[Stored data]
•••

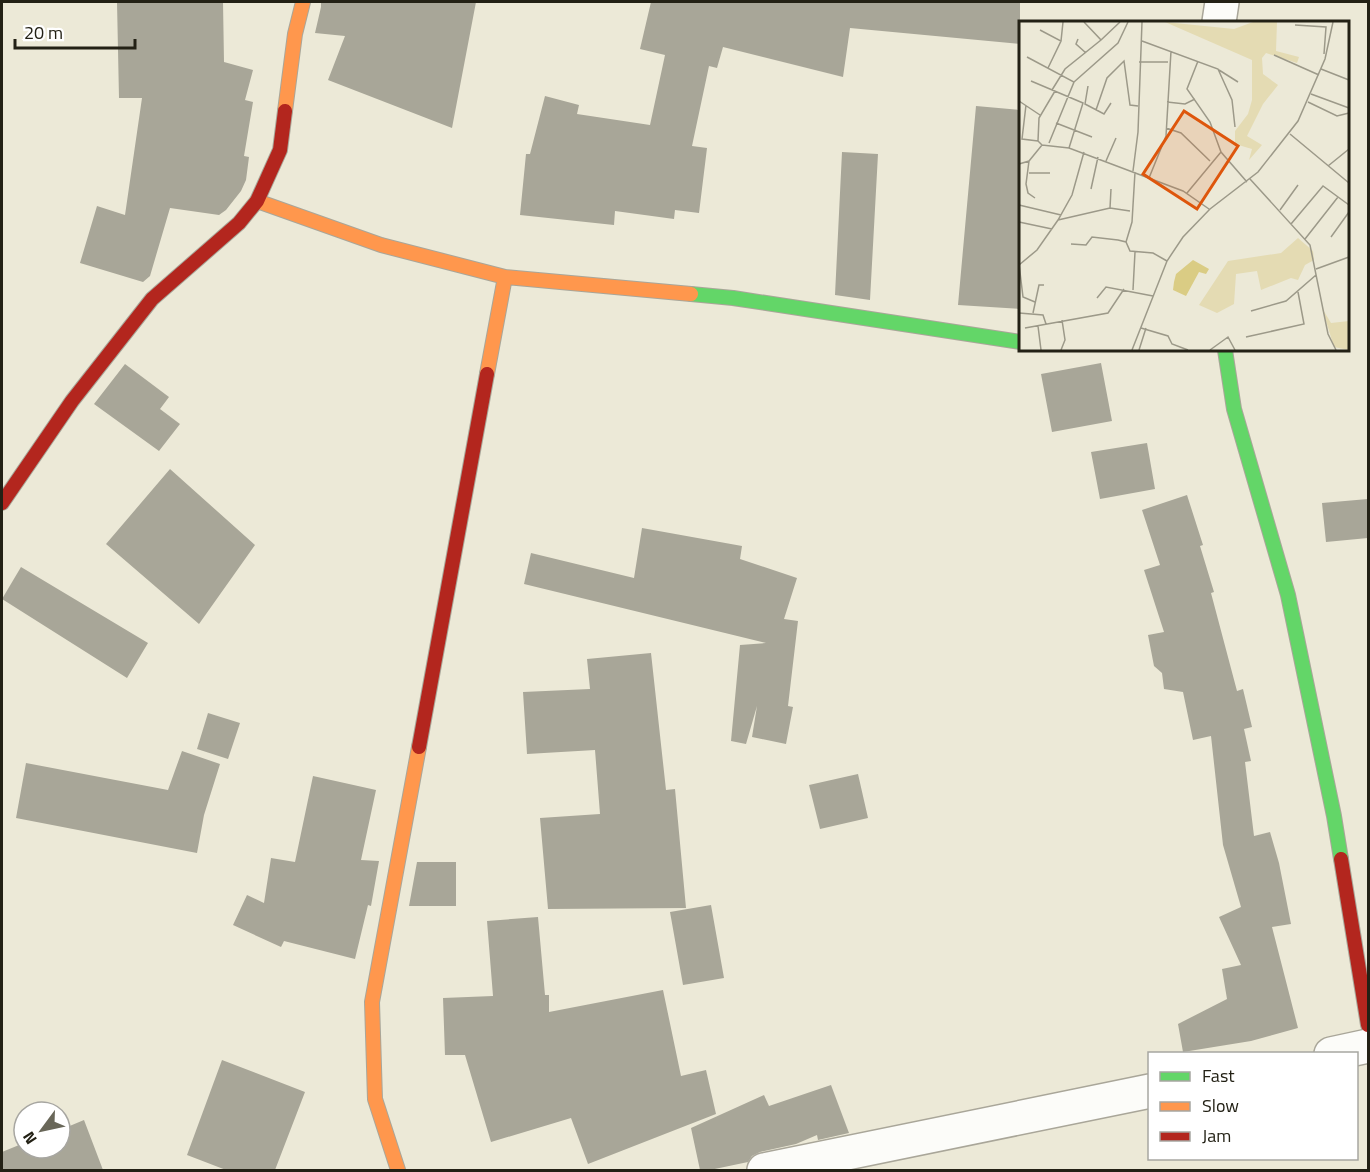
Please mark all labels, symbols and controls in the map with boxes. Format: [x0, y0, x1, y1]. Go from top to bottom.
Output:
scale bar [15, 12, 135, 50]
text: 20 m [24, 19, 63, 46]
inset map [1019, 21, 1349, 351]
legend [1148, 1052, 1358, 1160]
text: Fast [1202, 1062, 1235, 1089]
text: Slow [1202, 1092, 1239, 1119]
north arrow [12, 1100, 72, 1160]
text: Jam [1202, 1122, 1231, 1149]
text: N [16, 1127, 43, 1149]

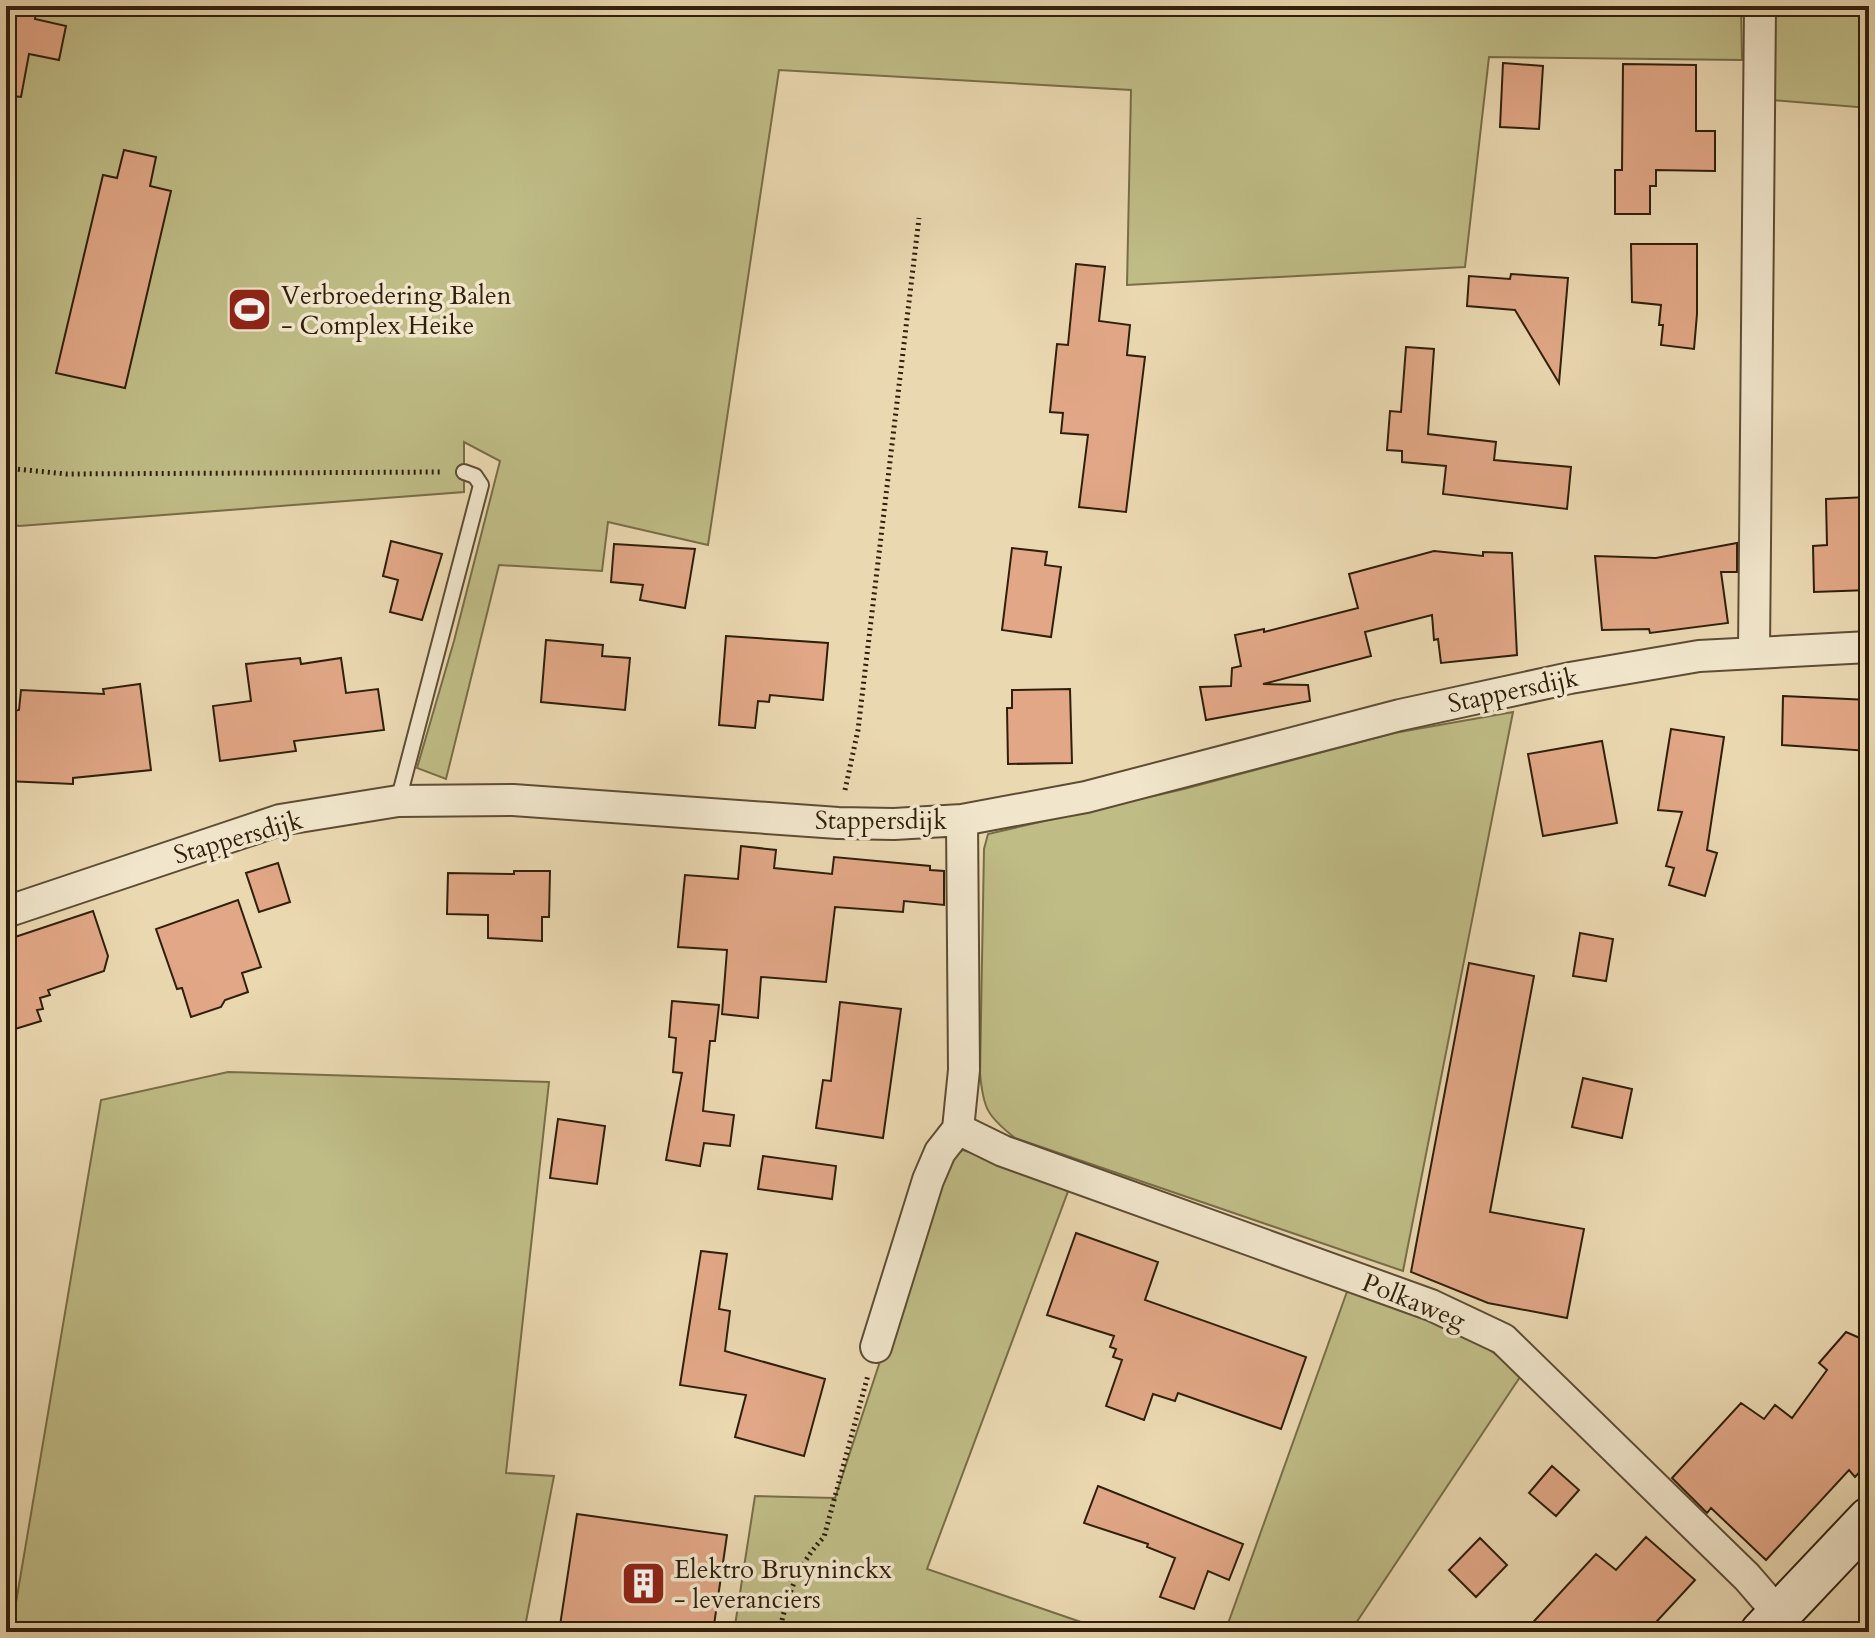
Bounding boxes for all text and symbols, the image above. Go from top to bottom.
place label: Verbroedering Balen - Complex Heike [281,278,512,343]
sports icon: Verbroedering Balen - Complex Heike [226,286,274,334]
street label: Stappersdijk [1445,660,1582,721]
street label: Stappersdijk [170,802,307,873]
street label: Stappersdijk [815,803,947,838]
street label: Polkaweg [1357,1265,1471,1338]
place label: Elektro Bruyninckx - leveranciers [674,1552,892,1617]
building icon: Elektro Bruyninckx - leveranciers [619,1560,667,1608]

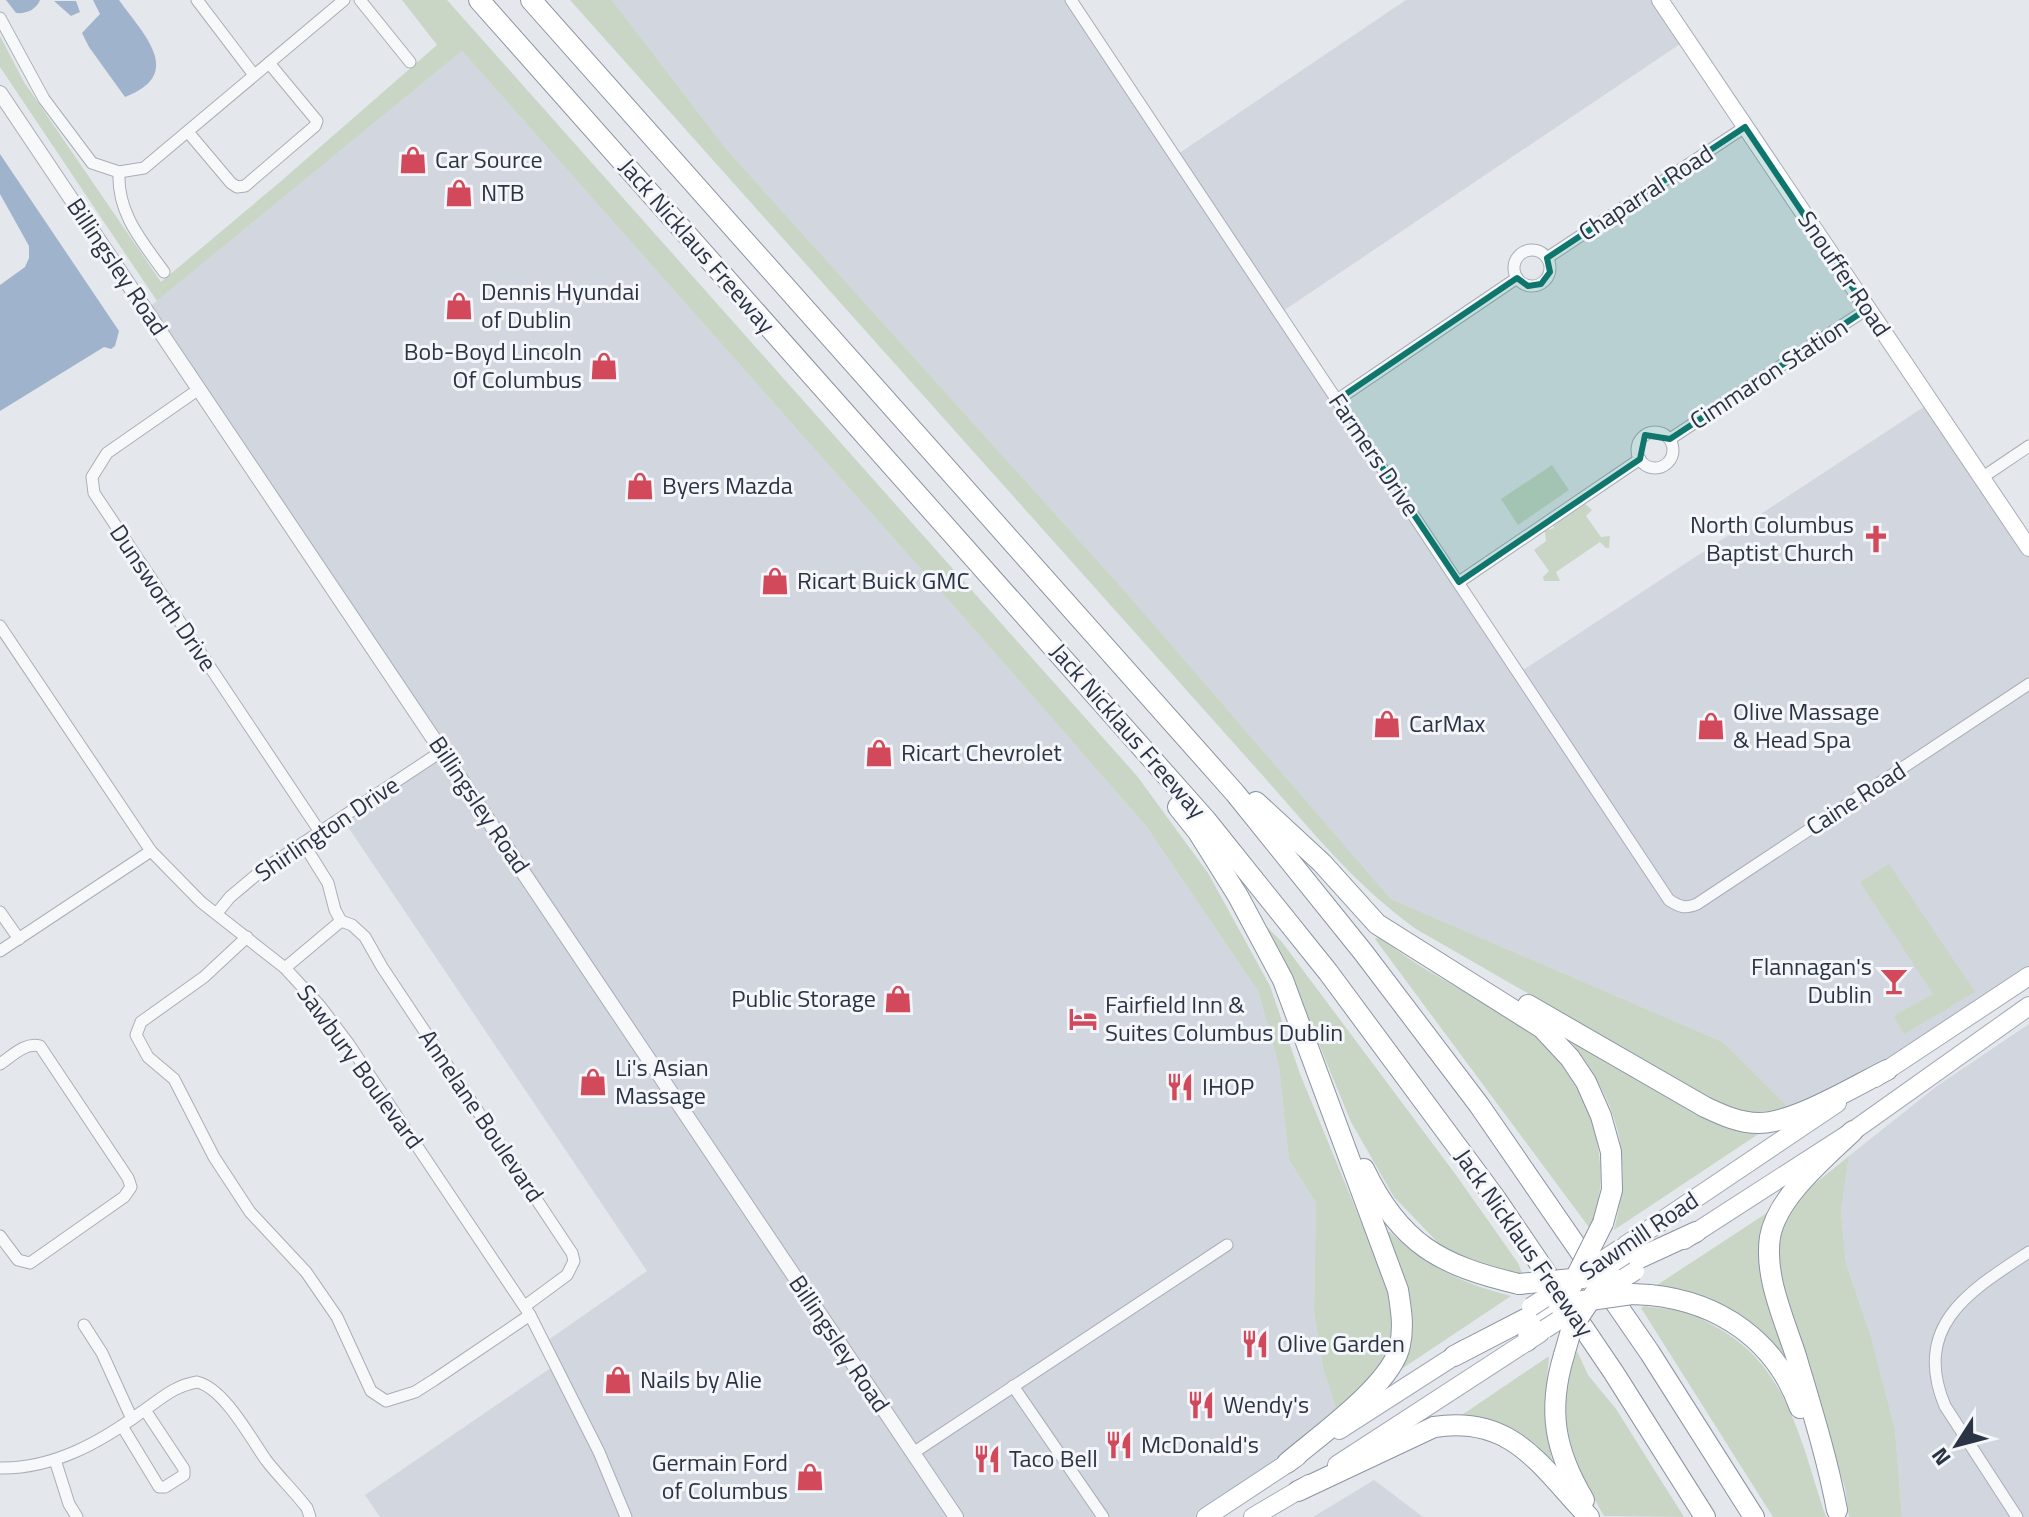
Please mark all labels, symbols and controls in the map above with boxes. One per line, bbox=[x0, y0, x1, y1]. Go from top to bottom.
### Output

•••

* [TASK] Provide the count, and nothing else, of lines in the data above where the word "Please" occurs.

* [SOLUTION TO THIS TASK] 2